The Jewish revolution in history was to introduce the world to a unified God with a moral personality and a moral will. The existence of such a God provides transcendent meaning and an absolute morality, a magnetic north on a moral compass to guide our decisions and our deeds.
This moral God needs human partners to act in the material world. The Jewish religious consciousness perceived that the Jewish people’s relationship with God was one of human moral will in companionship with God’s. The visionary insight of such an apprehension of the Divine was that in pursuit of such moral companionship humans would elevate their own moral personalities.
Any satisfaction associated with our aspirations for moral growth is quickly tempered by the more sober realization that we have to do good whether we want to or not. Our personal feelings, our desires, our hopes and dreams don’t matter when they try to compel us to do wrong. Our intuition can be misleading. Our judgments can be cloudy. Our search is for our self’s best nature. It’s insufficient to intend to be moral. We must study because studying lets us rehearse for the moments when we will be tested.

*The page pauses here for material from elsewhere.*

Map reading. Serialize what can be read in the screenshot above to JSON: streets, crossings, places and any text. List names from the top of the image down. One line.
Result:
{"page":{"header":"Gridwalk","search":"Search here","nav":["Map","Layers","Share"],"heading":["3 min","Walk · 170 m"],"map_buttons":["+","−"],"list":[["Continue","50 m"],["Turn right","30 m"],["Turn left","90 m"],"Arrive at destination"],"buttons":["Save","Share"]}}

Our task is to shape our own character, to become reflexively good, to act rightly over and over until doing so defines our identity. Our developed moral character guards our desires to prevent them from misguiding us.
Judaism’s goal is to make people better. It is a system to enable us to choose the good and to understand the good. In choosing and understanding the good, we mend the world. Judaism is a world view and a way of life. Believing that truth can also come from places other than material reality, Jews orient their lives so they connect to the sacred reality. The traditional texts, institutions, and ritual obligations are meant to point us with ever greater precision toward that sacred reality. We can question how literal those texts are or how relevant and personally stirring are the institutions or rituals. It is precisely that wrestling that creates Jews. The word “Israel” does not mean one who believes in God but one who wrestles with God. The tradition is a gateway to study, reflection, and action. Judaism rallies the mind against passivity. It rallies the soul against accepting any yoke. It rallies the heart to venture forth valiantly into the world as a partner with God and as part of a wider community.

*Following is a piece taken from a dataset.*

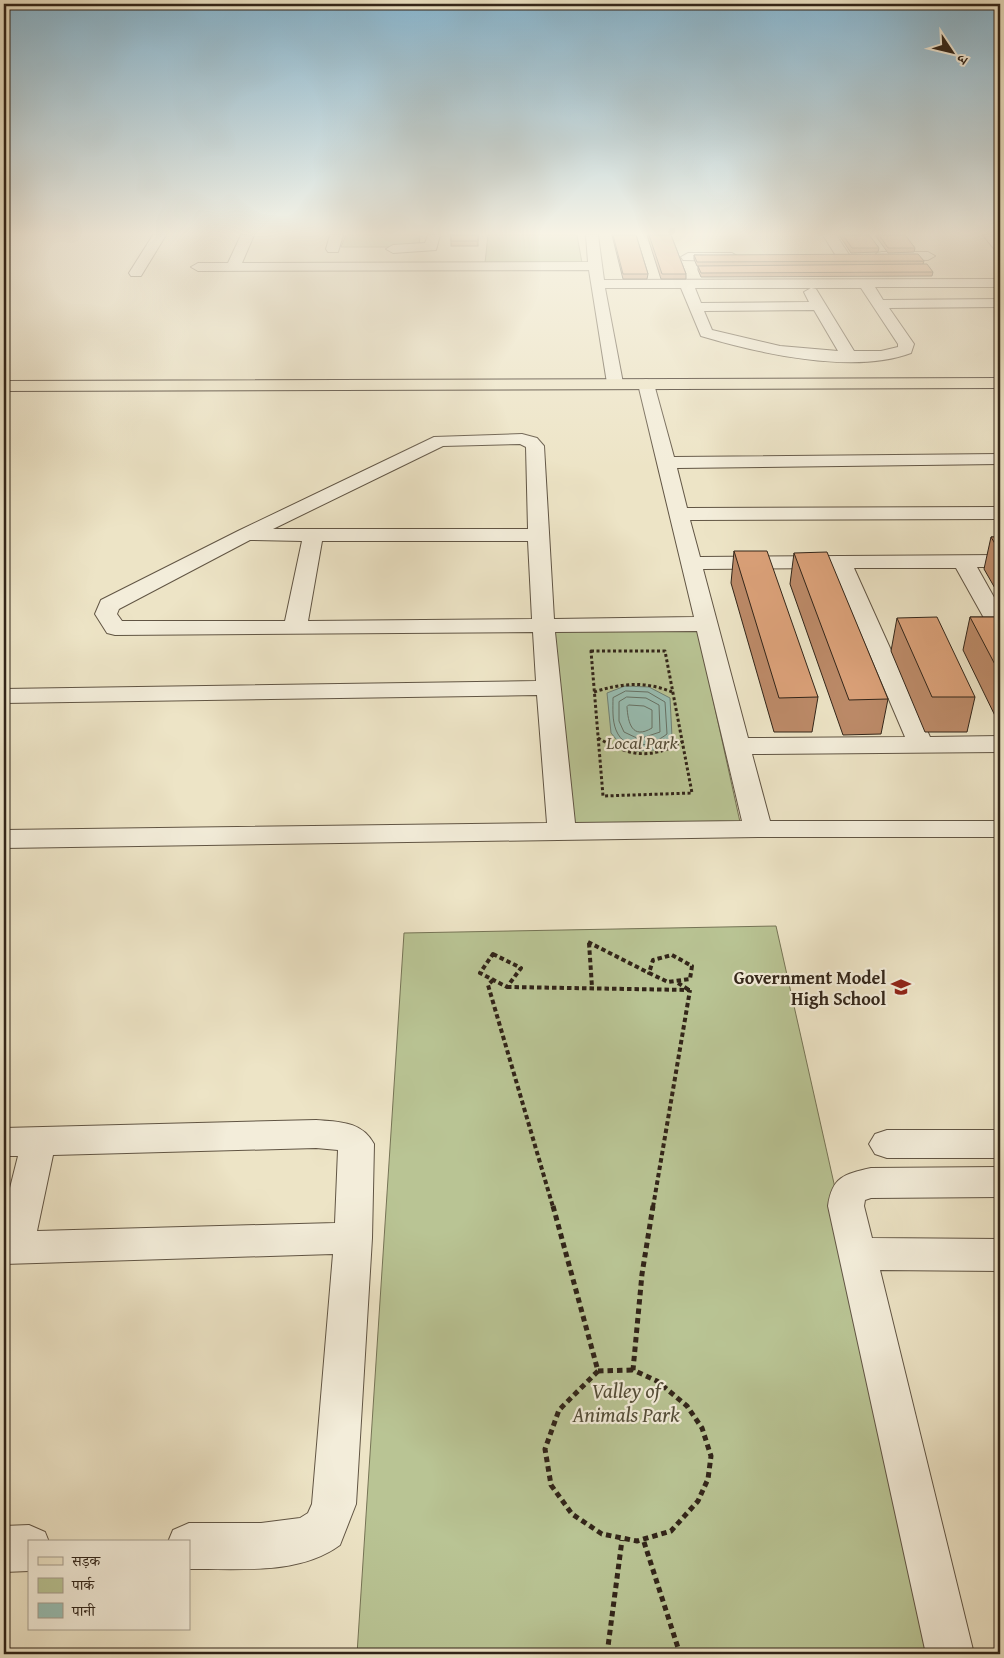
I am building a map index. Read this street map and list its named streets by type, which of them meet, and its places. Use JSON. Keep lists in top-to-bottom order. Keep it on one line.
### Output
{"parks":["Local Park","Valley of Animals Park"],"places":{"school or university":["Government Model High School"]},"legend":["सड़क","पार्क","पानी"],"north":"bottom right"}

Judaism calls on us to join together as a community because we can do more good when joining others seeking to do good than we can alone. We learn to live with ourselves and with other people.
We face potential problems in desiring to do good. We might satisfy ourselves with just vague rhetoric, feel-good talk that we intend to do what’s right. That is where Judaism’s obligations help. We are required when we can to feed the hungry and help the homeless. We have an obligation to keep our community strong by joining Jewish religious institutions and organizations, providing children with a Jewish education, supporting Israel, and aiding those in distress.

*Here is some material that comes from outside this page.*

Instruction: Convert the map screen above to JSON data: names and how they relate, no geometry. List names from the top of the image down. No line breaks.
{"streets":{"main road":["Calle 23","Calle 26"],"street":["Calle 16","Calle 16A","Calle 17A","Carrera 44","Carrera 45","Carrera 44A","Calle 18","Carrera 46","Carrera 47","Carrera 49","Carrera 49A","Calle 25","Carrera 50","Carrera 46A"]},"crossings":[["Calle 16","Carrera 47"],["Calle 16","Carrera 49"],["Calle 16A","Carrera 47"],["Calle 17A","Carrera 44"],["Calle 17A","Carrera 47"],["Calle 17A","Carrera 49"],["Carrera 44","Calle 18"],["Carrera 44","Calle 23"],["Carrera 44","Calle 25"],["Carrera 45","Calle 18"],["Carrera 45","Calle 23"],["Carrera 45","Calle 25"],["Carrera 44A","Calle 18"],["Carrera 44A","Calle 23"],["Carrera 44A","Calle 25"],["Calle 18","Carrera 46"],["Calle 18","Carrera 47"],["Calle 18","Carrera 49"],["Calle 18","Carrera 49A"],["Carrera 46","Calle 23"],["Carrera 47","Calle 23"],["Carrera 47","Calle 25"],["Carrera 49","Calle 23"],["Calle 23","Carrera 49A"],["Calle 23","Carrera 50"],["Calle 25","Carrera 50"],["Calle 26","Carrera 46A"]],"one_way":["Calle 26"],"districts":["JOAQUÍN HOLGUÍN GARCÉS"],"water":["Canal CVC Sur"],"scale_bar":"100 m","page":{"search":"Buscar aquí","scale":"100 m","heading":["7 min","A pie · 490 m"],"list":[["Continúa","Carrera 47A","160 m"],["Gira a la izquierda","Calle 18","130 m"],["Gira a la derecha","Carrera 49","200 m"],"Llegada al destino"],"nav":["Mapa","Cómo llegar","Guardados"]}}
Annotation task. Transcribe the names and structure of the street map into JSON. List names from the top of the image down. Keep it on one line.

We also need to be aware of the dangers in developing a moral temperament. Believing so intently in the good might become a blindfold blocking off a clear vision of the hatred and horrible acts that sometimes occur in the world. Morality is only good when it is understood in a complex enough way. Seeing all humans as moral can distort a realistic analysis of some people’s depravity and dangerous designs. It can make a person disappointed in others and therefore cynical. Our efforts to do good therefore must be realistic and cover not only the areas where people can do good but also how to react appropriately to the immoral behavior of others.
My statement of faith has other parts as well, but what I have written is its heart.